Keywords

1 Introduction

A high incidence of Work-Related Musculoskeletal Disorders (WMSDs) in the manufacturing and construction industries due to daily repetitive manual handling activities that involve lifting, lowering, pulling, pushing, carrying or moving [13] by workers calls for adequate ergonomic evaluation and correct risk assessment. However, correct application of ergonomic assessment tools requires systematic and comprehensive approach to data collection [4, 5]. A tool that can enable this as well as provide an opportunity for real-time feedback is the Microsoft Kinect [6].

This paper investigates how the Microsoft Kinect v2, henceforth called Kinect, can be trained to detect the manual handling activities on the shop floor towards enabling accurate data collection for ergonomic evaluations and risk assessment. It further describes how the Kinect is trained to capture data for automatic ergonomic assessment with the eventual goal of providing real-time feedback to both a human and a robot-cooperation system. Such feedback will inform the human to take corrective posture changes and also provide commands to enable the robot-cooperation system take a decision on when it is needed by the human for assistance. Our contribution ensures that only data related to a manufacturing activity of focus (such as lifting or lowering of loads) is recognized and recorded. This leads to more accurate ergonomic analysis as well as lower data and computational processing requirements during real-time monitoring. The Kinect v2 is a low-cost, gaming, depth sensing device utilized for human motion capture as well as human-computer interactions. It consists of a depth sensing technology, a built-in color camera, an infrared (IR) emitter as well as a microphone array and is an upgrade from the previous v1 model [7]. It is able to sense the location, movement and voices of people and can track up to six people and 25 joints for each person.
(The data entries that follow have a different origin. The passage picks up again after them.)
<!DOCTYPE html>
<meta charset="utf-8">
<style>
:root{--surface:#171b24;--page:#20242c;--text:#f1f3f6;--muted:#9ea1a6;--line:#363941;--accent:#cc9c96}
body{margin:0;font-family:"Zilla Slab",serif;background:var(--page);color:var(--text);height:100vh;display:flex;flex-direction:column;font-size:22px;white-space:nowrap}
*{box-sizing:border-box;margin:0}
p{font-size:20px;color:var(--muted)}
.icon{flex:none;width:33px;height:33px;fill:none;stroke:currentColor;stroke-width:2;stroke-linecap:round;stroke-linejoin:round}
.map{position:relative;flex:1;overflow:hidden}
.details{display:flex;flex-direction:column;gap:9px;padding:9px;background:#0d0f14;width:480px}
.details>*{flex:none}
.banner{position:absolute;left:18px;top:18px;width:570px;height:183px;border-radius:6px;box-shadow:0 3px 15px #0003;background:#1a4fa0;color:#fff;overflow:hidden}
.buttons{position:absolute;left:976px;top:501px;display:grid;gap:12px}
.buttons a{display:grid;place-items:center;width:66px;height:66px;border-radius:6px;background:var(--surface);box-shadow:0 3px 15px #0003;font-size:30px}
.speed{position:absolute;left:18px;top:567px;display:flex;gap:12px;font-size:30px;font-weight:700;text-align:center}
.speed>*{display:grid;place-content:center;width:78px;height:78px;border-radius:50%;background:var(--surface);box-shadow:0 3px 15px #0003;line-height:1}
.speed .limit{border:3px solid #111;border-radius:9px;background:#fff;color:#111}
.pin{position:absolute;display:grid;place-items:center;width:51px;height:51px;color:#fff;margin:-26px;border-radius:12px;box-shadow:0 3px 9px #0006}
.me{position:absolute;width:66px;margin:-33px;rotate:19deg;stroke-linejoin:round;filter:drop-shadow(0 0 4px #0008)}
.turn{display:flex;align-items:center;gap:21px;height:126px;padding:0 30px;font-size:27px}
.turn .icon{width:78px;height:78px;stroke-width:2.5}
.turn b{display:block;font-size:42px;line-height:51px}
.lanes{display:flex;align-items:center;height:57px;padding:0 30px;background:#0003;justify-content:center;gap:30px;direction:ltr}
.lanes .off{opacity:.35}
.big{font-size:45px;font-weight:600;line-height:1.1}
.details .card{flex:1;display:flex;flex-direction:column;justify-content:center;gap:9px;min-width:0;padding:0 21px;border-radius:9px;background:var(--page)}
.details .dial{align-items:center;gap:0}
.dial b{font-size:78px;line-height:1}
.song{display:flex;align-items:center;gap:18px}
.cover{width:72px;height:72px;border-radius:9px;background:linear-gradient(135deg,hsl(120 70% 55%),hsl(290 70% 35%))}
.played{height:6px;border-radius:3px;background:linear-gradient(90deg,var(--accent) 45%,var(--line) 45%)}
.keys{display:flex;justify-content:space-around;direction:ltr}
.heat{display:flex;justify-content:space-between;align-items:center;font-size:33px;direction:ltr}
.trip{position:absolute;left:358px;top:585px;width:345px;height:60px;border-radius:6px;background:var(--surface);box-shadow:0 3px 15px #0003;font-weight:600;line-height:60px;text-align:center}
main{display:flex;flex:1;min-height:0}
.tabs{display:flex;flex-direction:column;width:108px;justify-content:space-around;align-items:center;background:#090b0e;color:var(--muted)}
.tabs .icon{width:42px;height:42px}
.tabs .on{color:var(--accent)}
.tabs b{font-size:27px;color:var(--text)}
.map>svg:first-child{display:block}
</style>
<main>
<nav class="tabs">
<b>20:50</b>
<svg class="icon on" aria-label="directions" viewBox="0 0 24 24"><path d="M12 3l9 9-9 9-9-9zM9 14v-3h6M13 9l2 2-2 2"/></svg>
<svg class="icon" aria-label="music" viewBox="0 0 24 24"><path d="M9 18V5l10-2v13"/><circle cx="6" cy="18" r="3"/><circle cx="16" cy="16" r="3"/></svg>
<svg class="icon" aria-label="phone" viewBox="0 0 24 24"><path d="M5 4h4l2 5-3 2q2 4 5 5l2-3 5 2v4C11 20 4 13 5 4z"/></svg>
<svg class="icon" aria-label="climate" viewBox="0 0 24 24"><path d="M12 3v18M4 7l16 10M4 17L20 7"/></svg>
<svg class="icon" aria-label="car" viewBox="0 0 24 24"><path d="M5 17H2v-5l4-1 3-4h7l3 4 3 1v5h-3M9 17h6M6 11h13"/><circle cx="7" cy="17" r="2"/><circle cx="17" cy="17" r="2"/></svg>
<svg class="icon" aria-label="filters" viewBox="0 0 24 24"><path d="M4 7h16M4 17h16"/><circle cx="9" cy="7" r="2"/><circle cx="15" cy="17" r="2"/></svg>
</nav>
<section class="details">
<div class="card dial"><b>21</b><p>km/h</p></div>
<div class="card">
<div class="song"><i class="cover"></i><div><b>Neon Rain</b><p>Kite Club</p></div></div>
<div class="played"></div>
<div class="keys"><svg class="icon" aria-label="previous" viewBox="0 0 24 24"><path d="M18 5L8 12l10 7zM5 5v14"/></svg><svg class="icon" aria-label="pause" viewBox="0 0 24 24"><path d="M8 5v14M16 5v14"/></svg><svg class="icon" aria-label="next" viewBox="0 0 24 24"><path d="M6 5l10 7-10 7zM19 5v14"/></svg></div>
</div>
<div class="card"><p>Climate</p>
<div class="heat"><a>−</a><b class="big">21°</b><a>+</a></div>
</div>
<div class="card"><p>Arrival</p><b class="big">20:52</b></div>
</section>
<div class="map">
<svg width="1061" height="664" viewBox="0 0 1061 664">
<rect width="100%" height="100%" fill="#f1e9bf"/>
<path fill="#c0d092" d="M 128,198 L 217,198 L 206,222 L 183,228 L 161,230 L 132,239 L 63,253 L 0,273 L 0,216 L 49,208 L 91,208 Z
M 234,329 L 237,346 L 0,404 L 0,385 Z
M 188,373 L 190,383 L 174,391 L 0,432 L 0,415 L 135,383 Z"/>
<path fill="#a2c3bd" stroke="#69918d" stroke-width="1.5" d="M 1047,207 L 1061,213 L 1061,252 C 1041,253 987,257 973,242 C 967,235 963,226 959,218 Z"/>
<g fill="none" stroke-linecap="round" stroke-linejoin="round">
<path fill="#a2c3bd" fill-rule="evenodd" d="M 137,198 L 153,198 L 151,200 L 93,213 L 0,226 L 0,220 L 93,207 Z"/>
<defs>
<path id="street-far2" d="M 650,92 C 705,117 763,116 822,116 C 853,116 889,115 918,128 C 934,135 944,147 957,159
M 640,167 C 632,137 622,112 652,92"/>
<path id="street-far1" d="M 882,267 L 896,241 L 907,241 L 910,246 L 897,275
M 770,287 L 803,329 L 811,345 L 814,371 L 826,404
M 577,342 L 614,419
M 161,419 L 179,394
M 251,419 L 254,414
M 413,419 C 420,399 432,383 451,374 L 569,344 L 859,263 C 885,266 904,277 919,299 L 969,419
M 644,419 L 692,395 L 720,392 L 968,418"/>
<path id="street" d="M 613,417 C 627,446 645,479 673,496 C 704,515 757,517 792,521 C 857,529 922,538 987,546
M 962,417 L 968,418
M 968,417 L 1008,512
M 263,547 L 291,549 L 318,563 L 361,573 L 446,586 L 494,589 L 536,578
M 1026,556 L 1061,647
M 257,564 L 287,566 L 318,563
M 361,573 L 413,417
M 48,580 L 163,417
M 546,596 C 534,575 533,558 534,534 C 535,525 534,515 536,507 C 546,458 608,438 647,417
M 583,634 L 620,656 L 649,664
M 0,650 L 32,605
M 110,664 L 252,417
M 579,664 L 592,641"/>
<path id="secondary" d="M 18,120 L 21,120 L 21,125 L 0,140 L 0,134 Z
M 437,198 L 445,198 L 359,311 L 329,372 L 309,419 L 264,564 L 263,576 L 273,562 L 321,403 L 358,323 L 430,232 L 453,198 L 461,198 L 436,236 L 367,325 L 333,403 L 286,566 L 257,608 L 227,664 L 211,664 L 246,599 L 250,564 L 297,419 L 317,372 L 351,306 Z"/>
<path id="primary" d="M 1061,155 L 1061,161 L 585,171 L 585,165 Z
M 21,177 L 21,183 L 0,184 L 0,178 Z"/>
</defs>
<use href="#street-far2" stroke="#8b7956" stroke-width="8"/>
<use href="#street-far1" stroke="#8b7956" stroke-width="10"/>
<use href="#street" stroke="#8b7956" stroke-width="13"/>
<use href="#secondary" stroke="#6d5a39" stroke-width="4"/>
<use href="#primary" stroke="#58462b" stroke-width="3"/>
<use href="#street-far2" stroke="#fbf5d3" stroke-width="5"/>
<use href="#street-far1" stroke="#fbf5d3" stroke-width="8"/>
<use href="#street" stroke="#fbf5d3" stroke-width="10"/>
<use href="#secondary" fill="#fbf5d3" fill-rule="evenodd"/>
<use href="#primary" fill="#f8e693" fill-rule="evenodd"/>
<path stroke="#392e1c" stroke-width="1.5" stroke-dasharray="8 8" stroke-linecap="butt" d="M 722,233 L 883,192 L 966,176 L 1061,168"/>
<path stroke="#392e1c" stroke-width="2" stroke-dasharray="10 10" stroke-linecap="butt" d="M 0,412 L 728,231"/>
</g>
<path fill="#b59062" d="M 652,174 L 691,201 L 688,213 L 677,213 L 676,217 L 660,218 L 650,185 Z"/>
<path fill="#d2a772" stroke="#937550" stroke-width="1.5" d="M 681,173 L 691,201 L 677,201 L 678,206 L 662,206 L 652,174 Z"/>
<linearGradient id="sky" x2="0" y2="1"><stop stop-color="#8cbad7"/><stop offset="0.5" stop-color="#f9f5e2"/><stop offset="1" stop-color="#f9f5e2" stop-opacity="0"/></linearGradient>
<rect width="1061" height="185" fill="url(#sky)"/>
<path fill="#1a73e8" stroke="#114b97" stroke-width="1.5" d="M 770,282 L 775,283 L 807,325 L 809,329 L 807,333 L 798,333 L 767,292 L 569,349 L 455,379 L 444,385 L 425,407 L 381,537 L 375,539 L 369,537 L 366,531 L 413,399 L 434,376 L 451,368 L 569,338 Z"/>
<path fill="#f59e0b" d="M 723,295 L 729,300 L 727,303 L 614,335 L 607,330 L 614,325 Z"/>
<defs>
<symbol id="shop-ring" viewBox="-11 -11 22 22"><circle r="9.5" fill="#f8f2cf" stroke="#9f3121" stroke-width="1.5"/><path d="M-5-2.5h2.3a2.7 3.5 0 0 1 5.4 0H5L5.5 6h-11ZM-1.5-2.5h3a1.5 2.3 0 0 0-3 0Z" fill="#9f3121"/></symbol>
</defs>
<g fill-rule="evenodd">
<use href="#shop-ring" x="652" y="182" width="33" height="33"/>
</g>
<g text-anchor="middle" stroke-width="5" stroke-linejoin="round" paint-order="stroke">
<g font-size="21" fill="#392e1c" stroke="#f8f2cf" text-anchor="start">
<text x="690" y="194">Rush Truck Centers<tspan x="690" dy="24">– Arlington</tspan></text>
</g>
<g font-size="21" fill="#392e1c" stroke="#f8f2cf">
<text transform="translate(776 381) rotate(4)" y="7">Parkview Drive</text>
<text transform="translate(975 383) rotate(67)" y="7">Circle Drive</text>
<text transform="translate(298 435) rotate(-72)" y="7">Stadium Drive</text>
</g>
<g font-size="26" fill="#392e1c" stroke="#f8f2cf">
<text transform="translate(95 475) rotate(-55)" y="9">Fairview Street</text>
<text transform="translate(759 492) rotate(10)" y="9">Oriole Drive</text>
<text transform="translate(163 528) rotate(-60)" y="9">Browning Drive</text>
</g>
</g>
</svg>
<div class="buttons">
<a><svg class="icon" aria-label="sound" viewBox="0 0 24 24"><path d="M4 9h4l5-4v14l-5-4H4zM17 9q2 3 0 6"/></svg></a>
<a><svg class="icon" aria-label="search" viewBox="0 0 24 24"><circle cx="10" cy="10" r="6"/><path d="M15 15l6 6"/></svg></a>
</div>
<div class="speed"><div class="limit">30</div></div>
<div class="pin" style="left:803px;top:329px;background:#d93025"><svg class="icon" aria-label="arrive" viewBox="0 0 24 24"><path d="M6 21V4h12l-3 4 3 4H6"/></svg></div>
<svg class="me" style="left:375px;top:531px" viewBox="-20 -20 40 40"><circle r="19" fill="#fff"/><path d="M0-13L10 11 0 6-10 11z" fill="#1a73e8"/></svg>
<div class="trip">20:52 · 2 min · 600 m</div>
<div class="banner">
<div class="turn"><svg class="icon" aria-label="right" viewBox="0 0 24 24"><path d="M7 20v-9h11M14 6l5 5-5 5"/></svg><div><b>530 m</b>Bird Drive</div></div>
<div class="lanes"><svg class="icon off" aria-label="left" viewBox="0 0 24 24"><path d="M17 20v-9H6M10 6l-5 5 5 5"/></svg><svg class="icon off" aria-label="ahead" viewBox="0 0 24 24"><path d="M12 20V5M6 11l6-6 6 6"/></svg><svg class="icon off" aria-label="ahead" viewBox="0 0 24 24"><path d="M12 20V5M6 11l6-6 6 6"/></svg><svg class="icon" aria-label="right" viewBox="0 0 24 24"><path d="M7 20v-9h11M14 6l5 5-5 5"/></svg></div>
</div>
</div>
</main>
1.1 Literature Review of Camera-Based Data Collection for Industrial Ergonomics Analyses

Literature survey has shown that in order to collect human motion data on the shop floor for ergonomic analysis, real-time monitoring of workers is a key requirement. This is because lifting and carrying among operators in factories if not well monitored can be detrimental to the worker’s health [8]. When workers are monitored and guided during any manufacturing process, it leads to overall reduction in production errors. To achieve this, video capture systems are often used. In [9], a video camera was used to monitor the working postures of palm oil harvesters. It involved taking snapshots of awkward postures with the significant postures captured for onward ergonomic assessment. A similar technique was used by [10, 11] to collect data for ergonomic risk assessment. It involved monitoring and taking photograph of operators while performing a lifting/lowering task on an auto parts shop floor as well as technicians while changing brake shoes of freight wagons at a railway maintenance. In another experiment to investigate the risk of developing WMSDs among bicycle repair workers, [12] used still photography and video photography to collect the data needed for the risk assessment. These methods, though easy to use, are time consuming, unreliable [13], and do not give the 3D information as well as accurate joint information of workers in congested workplaces.

In order to find a more suitable and more convenient method for data collection on the Shop floor, [5] compared the use of Kinect for data collection with the use of observation methods during an ergonomic assessment of postural load using OWAS. The Kinect was found to yield many benefits as it is easy to use, required less time for data processing and does not interfere with the work process—all at low cost. Consequently, this work focuses on the use of the Kinect sensor for more accurate capture of 3D data.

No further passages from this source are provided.